From Publishers Lunch:

Friday's E-News Roundup

In the UK, a survey of heavy book-buying habits conducted by Book Marketing Limited and Lovereading demonstrated that while 56% of the approximately 1,300 respondents use the Internet to find out about books, social networks were less useful as a recommendation tool - only 34% found social networks as a whole to be helpful, and Twitter even less so (at 17%).

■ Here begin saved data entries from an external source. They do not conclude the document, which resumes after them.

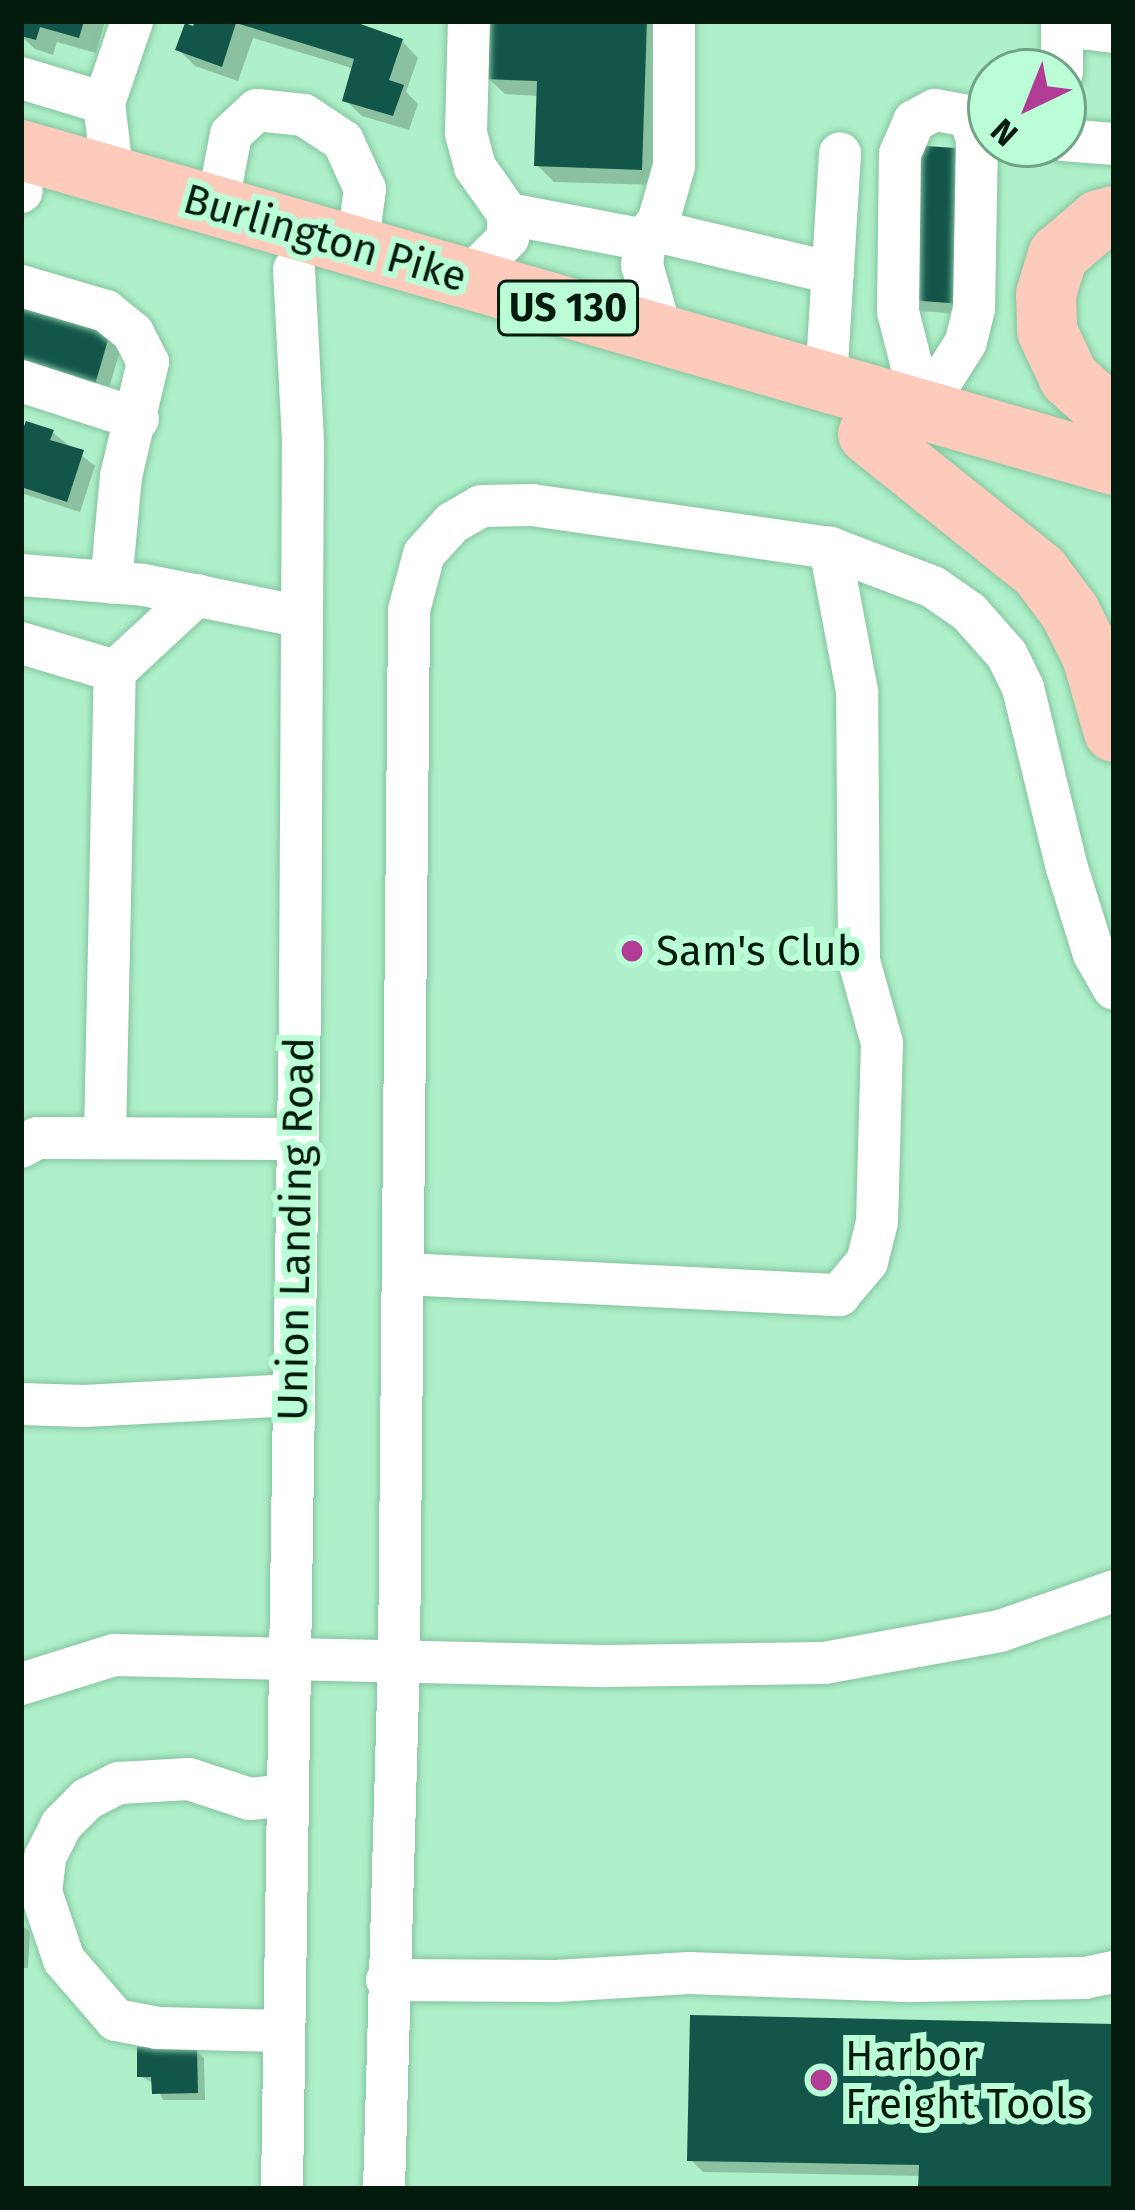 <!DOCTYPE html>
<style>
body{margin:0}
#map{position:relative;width:1135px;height:2210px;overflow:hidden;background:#aef0c9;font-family:"Fira Sans",sans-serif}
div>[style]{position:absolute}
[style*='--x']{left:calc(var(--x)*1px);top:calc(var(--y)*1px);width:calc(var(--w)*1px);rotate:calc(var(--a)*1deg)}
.shadow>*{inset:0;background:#0003}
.building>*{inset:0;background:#12564a;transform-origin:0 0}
.roads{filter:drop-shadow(0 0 3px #84c49f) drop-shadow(0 0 3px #84c49f)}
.minor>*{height:42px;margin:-21px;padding:0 21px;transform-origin:21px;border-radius:21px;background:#fff}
.highway>*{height:60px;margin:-30px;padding:0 30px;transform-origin:30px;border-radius:30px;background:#fccbbb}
.dots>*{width:33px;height:33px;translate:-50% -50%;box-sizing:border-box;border:6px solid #bbfdd6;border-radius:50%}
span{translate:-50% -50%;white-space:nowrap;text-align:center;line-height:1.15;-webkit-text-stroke:12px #bbfdd6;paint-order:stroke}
.shield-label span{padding:3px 9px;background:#bbfdd6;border:3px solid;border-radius:9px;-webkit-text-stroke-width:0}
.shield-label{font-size:39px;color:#021b0d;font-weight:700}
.street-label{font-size:42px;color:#021b0d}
.poi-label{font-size:42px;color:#021b0d}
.left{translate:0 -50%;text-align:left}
.frame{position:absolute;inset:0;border:24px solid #021b0d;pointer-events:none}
.north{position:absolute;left:967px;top:48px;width:120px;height:120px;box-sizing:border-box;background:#bbfdd6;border:3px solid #71a386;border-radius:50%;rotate:223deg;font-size:33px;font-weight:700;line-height:48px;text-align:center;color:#021b0d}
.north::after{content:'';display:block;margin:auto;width:42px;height:54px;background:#b03c95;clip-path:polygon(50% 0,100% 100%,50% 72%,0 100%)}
</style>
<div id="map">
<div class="shadow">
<i style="clip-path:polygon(21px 21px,105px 21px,96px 53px,57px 42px,53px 55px,35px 49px,21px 36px)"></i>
<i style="clip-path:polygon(198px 21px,346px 21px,402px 41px,418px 58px,406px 92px,418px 104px,409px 130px,362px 116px,345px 100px,355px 69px,253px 38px,238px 81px,195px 66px,179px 50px)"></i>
<i style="clip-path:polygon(490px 21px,663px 21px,658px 185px,554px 182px,537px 165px,539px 96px,505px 94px,488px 78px)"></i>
<i style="clip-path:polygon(988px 165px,979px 315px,918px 311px,906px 299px)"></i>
<i style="clip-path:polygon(21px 301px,123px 341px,106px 398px)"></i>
<i style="clip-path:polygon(52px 432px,95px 466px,80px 512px,21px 493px,21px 437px)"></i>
<i style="clip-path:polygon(21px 1924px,30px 1932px,28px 1968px,21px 1968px)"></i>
<i style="clip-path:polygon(1114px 2027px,1114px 2189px,921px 2189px,921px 2176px,703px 2172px,690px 2159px)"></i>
<i style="clip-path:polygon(196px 2050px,204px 2058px,205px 2100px,163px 2100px,155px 2084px,140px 2076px)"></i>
</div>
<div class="building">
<i style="clip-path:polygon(21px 21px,84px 21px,79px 38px,40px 27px,36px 40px,21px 36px)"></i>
<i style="clip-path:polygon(195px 21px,352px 21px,403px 39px,389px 80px,404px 85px,393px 116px,342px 101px,354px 59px,236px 23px,222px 67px,175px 50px,185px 23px,193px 26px)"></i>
<i style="clip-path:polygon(487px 21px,647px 21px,642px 170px,534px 166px,537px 81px,485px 79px)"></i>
<i style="left:912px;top:145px;width:65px;height:155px;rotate:4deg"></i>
<i style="clip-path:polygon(21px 298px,112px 326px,94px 388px,21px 365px)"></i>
<i style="clip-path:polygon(26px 421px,54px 430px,50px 440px,84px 450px,67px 502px,21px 487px,21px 434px)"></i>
<i style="clip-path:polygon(690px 2015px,1114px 2024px,1114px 2189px,918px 2189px,919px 2165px,687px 2161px)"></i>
<i style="clip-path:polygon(137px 2047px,197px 2047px,198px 2093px,152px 2094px,151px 2077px,137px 2077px)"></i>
</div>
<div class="roads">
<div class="minor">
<i style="--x:1064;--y:26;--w:50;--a:6.8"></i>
<i style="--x:1062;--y:72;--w:51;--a:-90"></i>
<i style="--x:21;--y:78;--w:87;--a:16.8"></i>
<i style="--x:104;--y:103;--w:75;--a:83.1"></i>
<i style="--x:104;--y:103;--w:87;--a:-71.1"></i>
<i style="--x:935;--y:110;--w:35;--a:10"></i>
<i style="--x:969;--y:116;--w:24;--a:71"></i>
<i style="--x:977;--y:139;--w:170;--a:91"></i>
<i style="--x:974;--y:309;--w:34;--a:104"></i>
<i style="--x:966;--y:342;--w:80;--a:122.3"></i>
<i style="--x:923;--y:410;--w:101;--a:-104.3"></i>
<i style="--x:898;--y:312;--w:158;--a:-89.3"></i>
<i style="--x:900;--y:154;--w:36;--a:-67"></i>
<i style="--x:914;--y:121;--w:24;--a:-28"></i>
<i style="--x:1063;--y:140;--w:51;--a:4.5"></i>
<i style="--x:21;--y:192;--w:1;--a:-45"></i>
<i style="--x:217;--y:207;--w:74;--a:-79.1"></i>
<i style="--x:231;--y:134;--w:35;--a:-43"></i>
<i style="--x:257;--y:110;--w:47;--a:6.1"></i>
<i style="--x:304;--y:115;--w:47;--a:33.7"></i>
<i style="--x:343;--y:141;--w:53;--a:65.4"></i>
<i style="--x:365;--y:189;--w:59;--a:97.9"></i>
<i style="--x:508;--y:214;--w:139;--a:10.7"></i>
<i style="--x:652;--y:230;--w:186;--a:13.4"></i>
<i style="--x:467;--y:279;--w:58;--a:-45"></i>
<i style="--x:508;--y:238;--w:24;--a:-90"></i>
<i style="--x:508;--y:214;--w:57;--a:-125.1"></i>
<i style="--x:475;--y:167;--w:35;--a:-105"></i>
<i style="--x:466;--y:133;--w:112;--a:-88.5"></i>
<i style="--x:21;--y:286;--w:89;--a:16.4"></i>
<i style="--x:106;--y:311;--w:35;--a:39"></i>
<i style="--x:133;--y:333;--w:33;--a:63"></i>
<i style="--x:148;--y:362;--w:117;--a:103.3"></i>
<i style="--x:121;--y:476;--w:107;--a:95.3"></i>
<i style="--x:662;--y:335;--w:73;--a:-105.9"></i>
<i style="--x:642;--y:265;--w:25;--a:-83"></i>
<i style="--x:645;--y:240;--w:25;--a:-56"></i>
<i style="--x:659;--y:219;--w:55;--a:-74.2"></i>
<i style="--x:674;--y:166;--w:145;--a:-90"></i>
<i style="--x:21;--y:381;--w:123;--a:18"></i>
<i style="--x:826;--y:382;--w:229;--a:-86.5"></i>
<i style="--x:21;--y:575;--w:123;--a:4.6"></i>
<i style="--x:144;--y:585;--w:161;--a:11.4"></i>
<i style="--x:21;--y:643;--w:98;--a:16.6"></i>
<i style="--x:115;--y:671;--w:112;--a:-42.8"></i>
<i style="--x:105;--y:1137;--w:466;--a:-88.8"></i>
<i style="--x:21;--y:1147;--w:18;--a:-29"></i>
<i style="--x:37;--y:1138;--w:259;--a:0.2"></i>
<i style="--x:404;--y:1274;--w:436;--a:2.8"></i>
<i style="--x:839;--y:1295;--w:43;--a:-49.7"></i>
<i style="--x:867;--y:1262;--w:41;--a:-76"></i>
<i style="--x:877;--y:1222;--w:179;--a:-88.4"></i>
<i style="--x:882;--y:1043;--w:85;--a:-105.7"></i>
<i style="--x:859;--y:961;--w:270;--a:-90.4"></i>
<i style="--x:857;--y:691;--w:146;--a:-100.7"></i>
<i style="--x:21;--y:1404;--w:63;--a:1.8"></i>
<i style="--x:84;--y:1406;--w:209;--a:-3"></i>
<i style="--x:21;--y:1684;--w:97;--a:-17.3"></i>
<i style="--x:114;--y:1655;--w:492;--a:1.3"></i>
<i style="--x:606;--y:1666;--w:218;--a:-0.8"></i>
<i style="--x:824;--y:1663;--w:179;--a:-10.3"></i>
<i style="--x:1000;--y:1631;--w:121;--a:-19.3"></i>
<i style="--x:387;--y:1980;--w:170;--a:0.3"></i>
<i style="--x:557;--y:1981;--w:132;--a:-3.5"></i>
<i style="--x:689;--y:1973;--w:223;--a:2.1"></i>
<i style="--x:912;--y:1981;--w:173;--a:-1"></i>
<i style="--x:1085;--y:1978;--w:30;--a:-12"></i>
<i style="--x:283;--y:2031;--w:125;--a:-178.6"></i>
<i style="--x:158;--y:2028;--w:43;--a:-169.2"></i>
<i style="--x:116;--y:2020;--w:79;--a:-130.9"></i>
<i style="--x:64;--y:1960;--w:72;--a:-108.7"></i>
<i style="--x:41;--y:1892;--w:35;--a:-83"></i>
<i style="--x:45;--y:1857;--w:36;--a:-63"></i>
<i style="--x:61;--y:1825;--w:37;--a:-45"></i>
<i style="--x:87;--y:1799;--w:36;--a:-27"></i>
<i style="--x:119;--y:1783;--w:70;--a:-3.3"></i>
<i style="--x:189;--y:1779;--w:64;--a:18.2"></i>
<i style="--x:250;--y:1799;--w:36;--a:-6"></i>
<i style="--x:282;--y:2189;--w:1180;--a:-89.13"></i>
<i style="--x:300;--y:1009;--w:568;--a:-89.7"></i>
<i style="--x:303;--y:441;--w:172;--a:-93"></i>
<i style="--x:384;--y:2189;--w:531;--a:-88.38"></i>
<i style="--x:399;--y:1658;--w:1048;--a:-89.45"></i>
<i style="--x:409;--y:610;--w:58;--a:-75"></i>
<i style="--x:424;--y:554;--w:42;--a:-47.9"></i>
<i style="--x:452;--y:523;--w:34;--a:-30"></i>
<i style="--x:481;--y:506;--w:51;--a:-1.1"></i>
<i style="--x:532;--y:505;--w:301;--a:8.2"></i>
<i style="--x:830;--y:548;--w:110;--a:20.7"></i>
<i style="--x:933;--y:587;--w:44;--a:34.8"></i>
<i style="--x:969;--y:612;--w:57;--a:48.5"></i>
<i style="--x:1007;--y:655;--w:37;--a:64"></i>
<i style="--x:1023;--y:688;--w:185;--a:76.3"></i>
<i style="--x:1067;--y:868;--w:90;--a:72.6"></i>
<i style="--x:1094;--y:954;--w:40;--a:60.3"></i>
</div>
<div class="highway">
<i style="--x:21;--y:150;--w:1137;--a:16.08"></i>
<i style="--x:1114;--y:216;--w:16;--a:165"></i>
<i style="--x:1099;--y:220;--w:54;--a:139.5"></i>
<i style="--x:1058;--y:255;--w:41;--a:107.1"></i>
<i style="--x:1046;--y:294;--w:37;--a:88"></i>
<i style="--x:1047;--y:331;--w:52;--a:64.9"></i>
<i style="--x:1069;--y:378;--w:60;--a:41.6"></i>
<i style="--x:868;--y:434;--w:221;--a:38.7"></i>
<i style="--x:1040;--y:572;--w:50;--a:53.1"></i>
<i style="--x:1070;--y:612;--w:49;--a:63.4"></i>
<i style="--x:1092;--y:656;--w:79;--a:73.9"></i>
</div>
</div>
<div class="dots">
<i style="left:632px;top:951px;background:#b03c95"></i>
<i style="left:821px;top:2080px;background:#b03c95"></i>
</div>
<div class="shield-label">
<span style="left:568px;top:308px">US 130</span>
</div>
<div class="street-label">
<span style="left:325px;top:238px;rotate:16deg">Burlington Pike</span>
<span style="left:296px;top:1229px;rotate:-89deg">Union Landing Road</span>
</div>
<div class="poi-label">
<span class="left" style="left:656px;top:951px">Sam's Club</span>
<span class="left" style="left:845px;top:2080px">Harbor<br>Freight Tools</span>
</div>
<div class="frame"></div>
<div class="north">N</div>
</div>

The ­figures contrast with author and retailer websites, which 83% found "useful" when taken in total. (Of course, when Facebook now allegedly accounts for 1 in 4 pageviews, one could argue about what the definition of a website is these days, especially with specific author pages set up as "fan" sites that attract sizable traffic.)
The survey also found 87% of customers expect e-books to cost less than physical books. Only 12% expected that e-books should cost the same as their physical counterparts.
BML Survey (via Bookseller)

Amazon's upcoming "Kindle for PC" app - the announcement timed with Windows 7's first appearance on the market - will allow customers to read more than 360,000 Kindle books (the number shrinks if you're outside the US) on their computers.No launch date for the app has been announced as yet.
Kindle for PC

LCD panel maker AUO aims to ship 1-2 million e-book reader panels in 2010, taking as much as almost one third of the global market for the segment, with total projected global shipments at 6-7 million units.